Stored data:

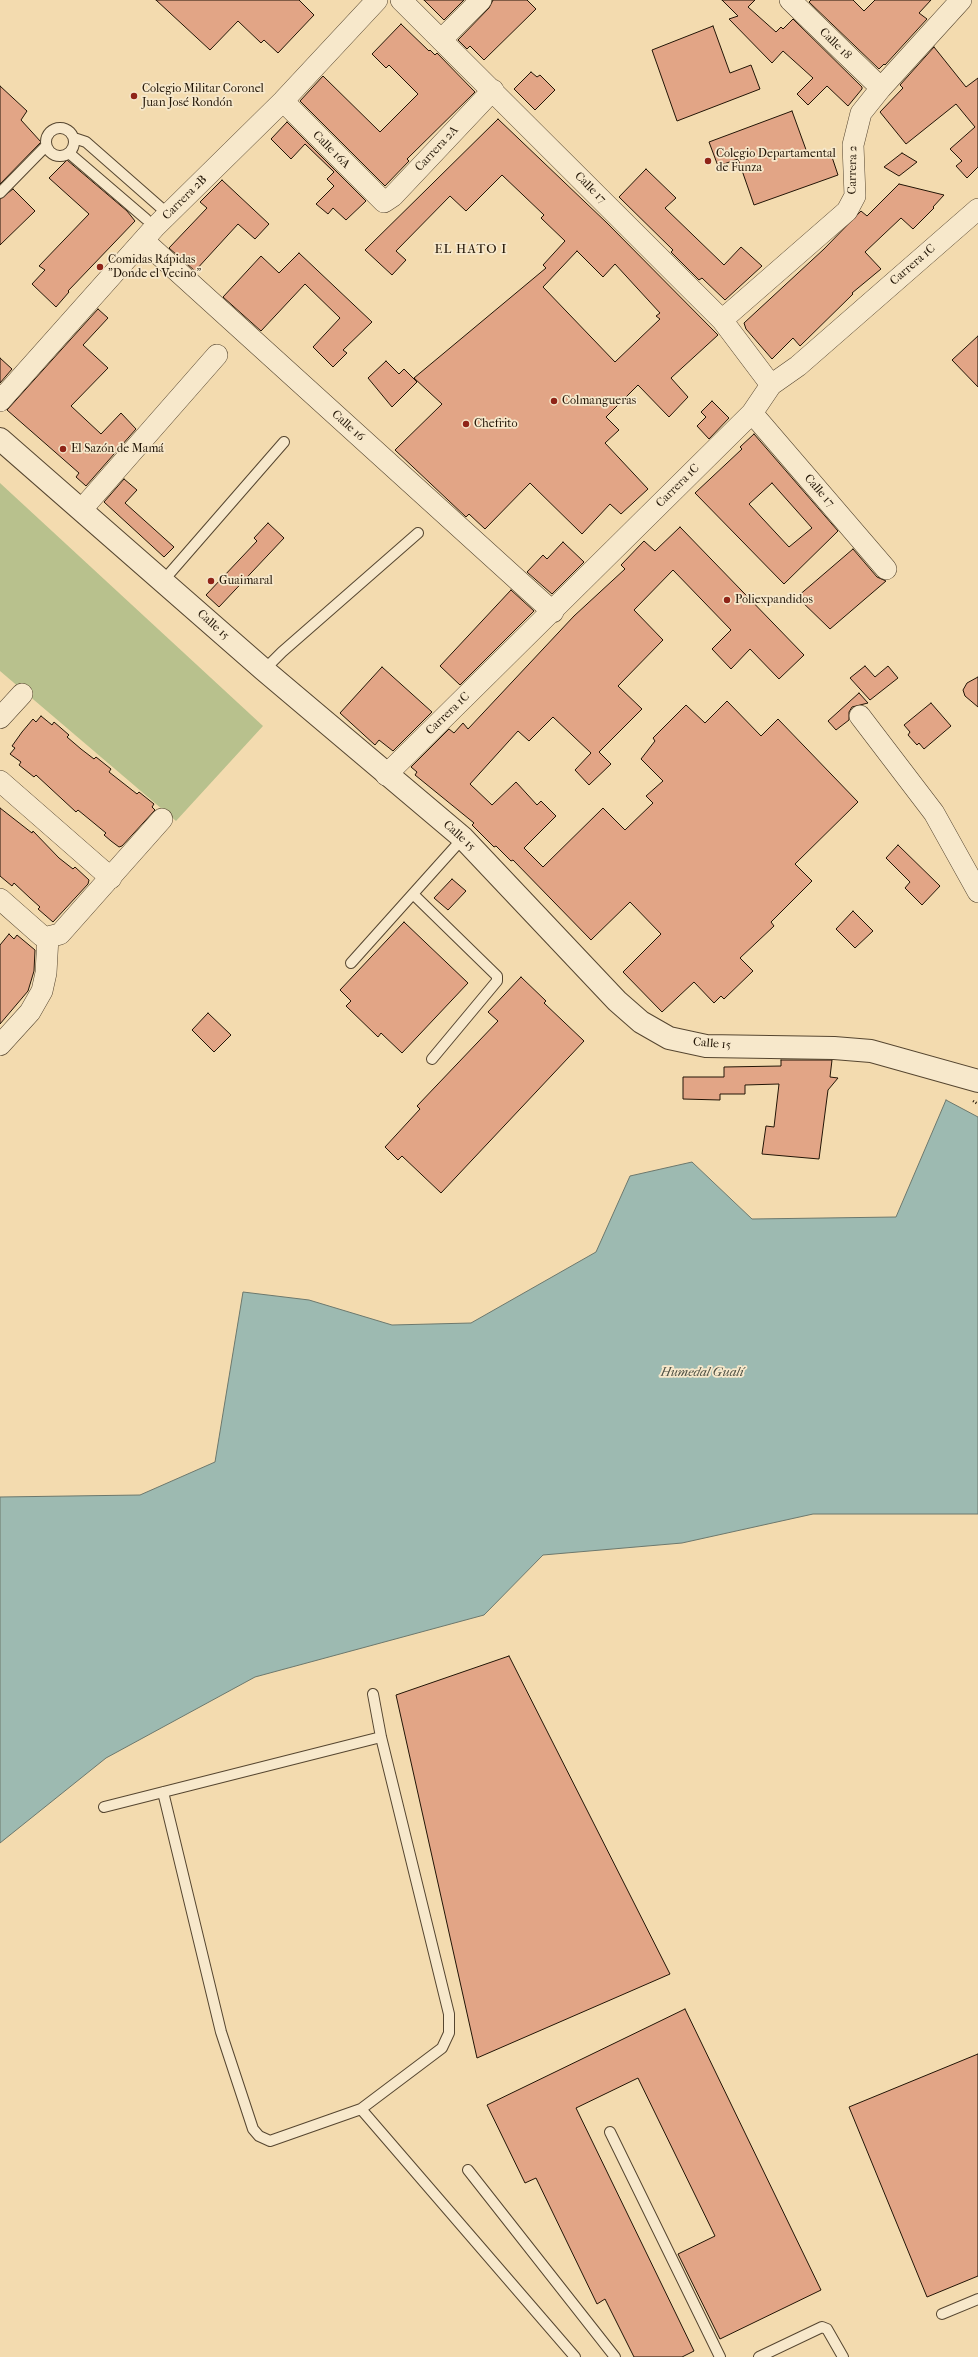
<!DOCTYPE html>
<html>
<head>
<meta charset="utf-8">
<style>
	body { margin:0 }
	canvas { display:block; background:#f3dbaf }
</style>
</head>
<body>
<canvas width="978" height="2357"></canvas>
<script>
const ctx = document.querySelector('canvas').getContext('2d');
ctx.lineJoin = 'round';
function paint(path, color) { ctx.fillStyle = color; ctx.fill(path, 'evenodd'); }
const poly = rows => new Path2D(rows.map(r => 'M' + r).join(''));
function stroke(path, color, width, dash) { ctx.strokeStyle = color; ctx.lineWidth = width; ctx.lineCap = dash ? 'butt' : 'round'; ctx.setLineDash(dash || []); ctx.stroke(path); }
function write(font, color, halo, rows, align = 'center') {
  ctx.font = font + ' "IM FELL French Canon",serif'; ctx.lineWidth = 3.5; ctx.setLineDash([]); ctx.textBaseline = 'middle'; ctx.strokeStyle = halo; ctx.fillStyle = color; for (const [text, x, y, turn = 0] of rows) {
    ctx.save(); ctx.translate(x, y); ctx.rotate((+turn || 0) * Math.PI / 180); ctx.textAlign = isNaN(turn) ? turn : align; if (halo) ctx.strokeText(text, 0, 0); ctx.fillText(text, 0, 0); ctx.restore();
  }
}
paint(poly([
	[0,483,263,726,176,821,0,671]
]), '#b8c18d');
const water = poly([
	[946,1100,978,1117,978,1514,813,1514,682,1543,543,1555,484,1615,255,1677,106,1758,0,1843,0,1497,140,1495,215,1462,243,1292,309,1300,392,1325,471,1323,596,1252,630,1176,692,1162,752,1219,896,1217,946,1100]
]);
paint(water, '#9dbab1');
stroke(water, '#6c786d', 1);
const building = poly([
	[156,0,299,0,314,15,278,53,264,40,261,43,238,21,210,50,156,0],
	[424,0,464,0,444,20,424,0],
	[493,0,527,0,536,9,484,60,470,46,467,49,458,40,489,8,493,0],
	[722,0,755,0,748,7,776,32,781,27,783,29,793,19,862,87,862,89,848,106,827,86,808,105,797,94,813,78,783,51,772,63,729,19,738,16,722,0],
	[811,0,853,0,864,11,875,0,931,0,919,13,927,19,885,65,884,64,879,69,809,2,811,0],
	[401,24,429,51,430,50,435,55,437,53,475,92,407,159,409,161,385,186,300,101,323,76,380,132,418,94,389,65,386,68,372,54,401,24],
	[713,26,730,73,751,65,760,89,677,121,652,50,713,26],
	[934,47,966,87,978,78,978,167,967,178,956,166,962,161,950,149,975,127,956,104,906,144,880,112,903,88,900,85,934,47],
	[531,72,537,77,540,75,555,90,535,110,514,89,531,72],
	[0,86,27,111,21,120,41,142,0,184,0,86],
	[792,111,809,158,830,151,838,175,754,205,738,159,718,166,709,142,792,111],
	[498,119,607,223,718,335,671,378,688,397,669,417,638,385,606,417,619,430,605,443,648,489,621,514,610,504,582,534,530,483,485,529,469,514,466,517,395,450,442,404,414,378,546,268,543,265,565,241,541,218,544,215,502,175,466,211,450,196,396,251,406,260,392,275,365,250,498,119],
	[577,251,603,277,615,264,660,313,656,316,660,319,615,362,543,287,577,251],
	[287,122,366,201,346,220,333,208,328,214,316,204,334,186,327,179,334,172,305,144,291,159,271,139,287,122],
	[902,153,917,162,899,176,884,167,902,153],
	[67,160,127,211,135,221,68,291,69,292,56,307,32,284,45,270,39,266,89,214,49,178,67,160],
	[646,169,676,198,665,208,724,265,741,247,762,266,725,300,702,278,699,280,671,252,673,250,619,197,646,169],
	[222,180,269,224,255,239,238,224,195,271,169,248,207,208,200,202,222,180],
	[899,184,944,195,933,207,934,208,913,229,901,218,865,252,881,269,852,293,853,294,800,346,793,338,772,359,746,329,744,323,824,249,861,211,867,216,899,184],
	[13,189,35,211,0,245,0,199,13,189],
	[299,253,372,322,343,350,347,353,333,367,313,347,340,318,305,284,261,331,223,297,261,256,279,273,299,253],
	[98,309,108,318,83,345,108,368,71,406,101,434,121,413,136,429,86,486,76,477,79,473,7,410,98,309],
	[978,336,978,387,952,360,978,336],
	[0,358,12,369,0,383,0,358],
	[386,361,399,374,404,369,417,382,392,407,368,378,386,361],
	[712,401,729,418,709,439,697,426,706,417,701,412,712,401],
	[754,434,838,531,784,584,695,493,742,449,740,447,754,434],
	[772,483,812,528,789,547,749,504,772,483],
	[124,479,137,490,125,503,174,547,164,557,104,502,124,479],
	[268,523,284,538,219,607,206,595,257,541,254,538,268,523],
	[680,527,804,655,779,679,750,649,731,669,712,649,731,630,673,570,634,610,663,640,618,686,642,709,599,752,611,764,589,785,575,770,591,753,553,717,529,741,518,731,470,784,492,805,516,782,537,805,541,801,556,816,524,848,543,867,603,808,625,830,653,803,646,796,663,781,641,759,655,741,653,738,686,705,705,723,727,701,761,736,778,719,858,802,795,864,812,881,771,922,774,926,740,958,753,971,724,999,721,996,714,1003,694,982,662,1012,623,972,661,934,630,902,591,940,513,860,511,861,496,846,494,847,472,825,474,823,415,775,417,772,411,767,449,729,454,733,463,723,468,729,574,616,625,569,621,565,644,541,655,551,680,527],
	[563,542,584,562,552,594,527,572,543,555,547,559,563,542],
	[853,549,877,577,886,581,830,629,797,597,853,549],
	[511,590,534,611,460,685,440,666,511,590],
	[865,666,875,677,888,666,898,678,870,700,850,678,865,666],
	[382,667,432,712,393,751,379,740,375,745,340,713,382,667],
	[978,677,978,707,965,696,963,690,967,683,978,677],
	[859,693,868,703,852,707,849,712,849,720,836,730,828,721,859,693],
	[931,703,951,726,924,749,919,743,917,745,908,735,910,732,904,725,931,703],
	[41,716,52,725,54,722,69,735,67,737,81,749,94,759,96,757,111,769,109,772,137,794,139,792,154,804,152,807,155,810,122,846,119,847,111,841,104,835,106,833,78,810,76,812,36,775,34,777,19,765,21,762,10,754,15,748,12,746,22,732,33,719,36,722,41,716],
	[0,808,32,833,33,831,59,858,73,869,75,867,89,880,88,884,53,922,38,909,40,907,30,898,14,883,12,886,0,876,0,808],
	[898,845,940,886,922,905,905,888,910,882,886,858,898,845],
	[452,879,466,891,448,910,434,898,452,879],
	[853,911,873,931,855,948,836,929,853,911],
	[404,922,468,983,402,1053,381,1033,378,1037,346,1006,351,1001,340,990,404,922],
	[9,934,14,939,17,935,35,950,34,971,28,991,0,1024,0,945,9,934],
	[521,977,546,1001,544,1003,584,1041,441,1193,402,1156,398,1160,385,1147,420,1109,417,1106,498,1021,488,1012,521,977],
	[208,1013,231,1035,214,1052,192,1030,208,1013],
	[781,1060,832,1060,830,1077,838,1078,828,1090,819,1159,762,1154,766,1126,774,1127,779,1084,745,1085,745,1094,720,1094,720,1100,683,1099,683,1077,724,1077,724,1067,781,1066,781,1060],
	[509,1656,670,1974,477,2058,396,1695,509,1656],
	[685,2009,821,2290,720,2339,678,2254,715,2236,638,2078,576,2108,694,2351,682,2357,634,2357,605,2299,597,2304,536,2178,525,2183,487,2105,685,2009],
	[978,2054,978,2276,927,2297,849,2107,978,2054]
]);
paint(building, '#e2a586');
stroke(building, '#221506', 1);
const service = poly([
	'46 142a14 14 0 1 1 28 0a14 14 0 1 1-28 0Z',
	[74,138,86,142,168,214],
	[69,153,146,219],
	[0,193,46,146],
	[163,581,284,442],
	[264,670,282,652,418,533],
	[414,895,497,976,497,981,432,1059],
	[351,963,463,838],
	[373,1694,381,1737,449,2014,449,2033,442,2048,361,2109,575,2357],
	[163,1792,221,2032,253,2129,259,2136,270,2141,361,2109],
	[104,1807,381,1737],
	[610,2132,720,2357],
	[468,2170,615,2357],
	[942,2314,978,2299],
	[759,2357,822,2327,827,2329,843,2357]
]);
const minor = poly([
	[401,0,722,320,771,385],
	[790,0,881,88],
	[441,40,481,0],
	[283,101,384,202,393,196,493,90],
	[144,241,553,612],
	[722,320,847,211,855,196,853,145,861,113,881,88,961,0],
	[0,401,155,227,283,101,377,0],
	[752,413,886,569],
	[82,509,217,355],
	[860,716,934,813,978,892],
	[0,718,22,694],
	[386,775,752,413,771,385,798,366,978,209],
	[0,781,111,878],
	[0,899,42,936,48,937,60,934,162,819],
	[0,1045,30,1012,42,991,46,973,48,937]
]);
const tertiary = poly([
	[0,439,264,670,463,838,617,1001,641,1022,669,1038,706,1046,834,1048,871,1051,978,1081]
]);
stroke(service, '#564630', 12);
stroke(minor, '#564630', 22);
stroke(tertiary, '#564630', 24);
stroke(poly([
	[973,1101,978,1104]
]), '#221506', 2.5, [1, 2]);
stroke(service, '#f7e8cb', 10);
stroke(minor, '#f7e8cb', 21);
stroke(tertiary, '#f7e8cb', 22);
for (const [x, y, r, color] of [
	[134,96,4,"#8f2418"],
	[708,161,4,"#8f2418"],
	[100,267,4,"#8f2418"],
	[554,401,4,"#8f2418"],
	[466,424,4,"#8f2418"],
	[63,449,4,"#8f2418"],
	[211,581,4,"#8f2418"],
	[727,600,4,"#8f2418"]
]) { const dot = new Path2D(); dot.arc(x, y, r, 0, 2 * Math.PI); ctx.fillStyle = color; ctx.fill(dot); stroke(dot, '#f7e8cb', 1.5); }
write('12px', '#221506', '#f7e8cb', [
	["Calle 18",835,44,44],
	["Carrera 2A",437,149,-47],
	["Calle 16A",331,150,45],
	["Carrera 2",853,170,-89],
	["Calle 17",590,188,45],
	["Carrera 2B",185,198,-45],
	["Carrera 1C",913,265,-41],
	["Calle 16",348,426,42],
	["Carrera 1C",678,486,-45],
	["Calle 17",819,491,49],
	["Calle 15",213,625,42],
	["Carrera 1C",448,714,-44],
	["Calle 15",459,836,42],
	["Calle 15",712,1044,5]
]);
write('12px', '#221506', '#f7e8cb', [
	["Colegio Militar Coronel",142,89],
	["Juan José Rondón",142,103],
	["Colegio Departamental",716,154],
	["de Funza",716,168],
	["Comidas Rápidas",108,260],
	["\"Donde el Vecino\"",108,274],
	["Colmangueras",562,401],
	["Chefrito",474,424],
	["El Sazón de Mamá",71,449],
	["Guaimaral",219,581],
	["Poliexpandidos",735,600]
], 'left');
ctx.letterSpacing = '1px';
write('13px', '#221506', '#f7e8cb', [
	["EL HATO I",471,250]
]);
ctx.letterSpacing = '0px';
write('italic 13px', '#4d4f42', '#f7e8cb', [
	["Humedal Gualí",702,1373]
]);
</script>
</body>
</html>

What is needed >> Note each line above that holds "canvas", then copy all of them.

Written reply >>
	canvas { display:block; background:#f3dbaf }
<canvas width="978" height="2357"></canvas>
const ctx = document.querySelector('canvas').getContext('2d');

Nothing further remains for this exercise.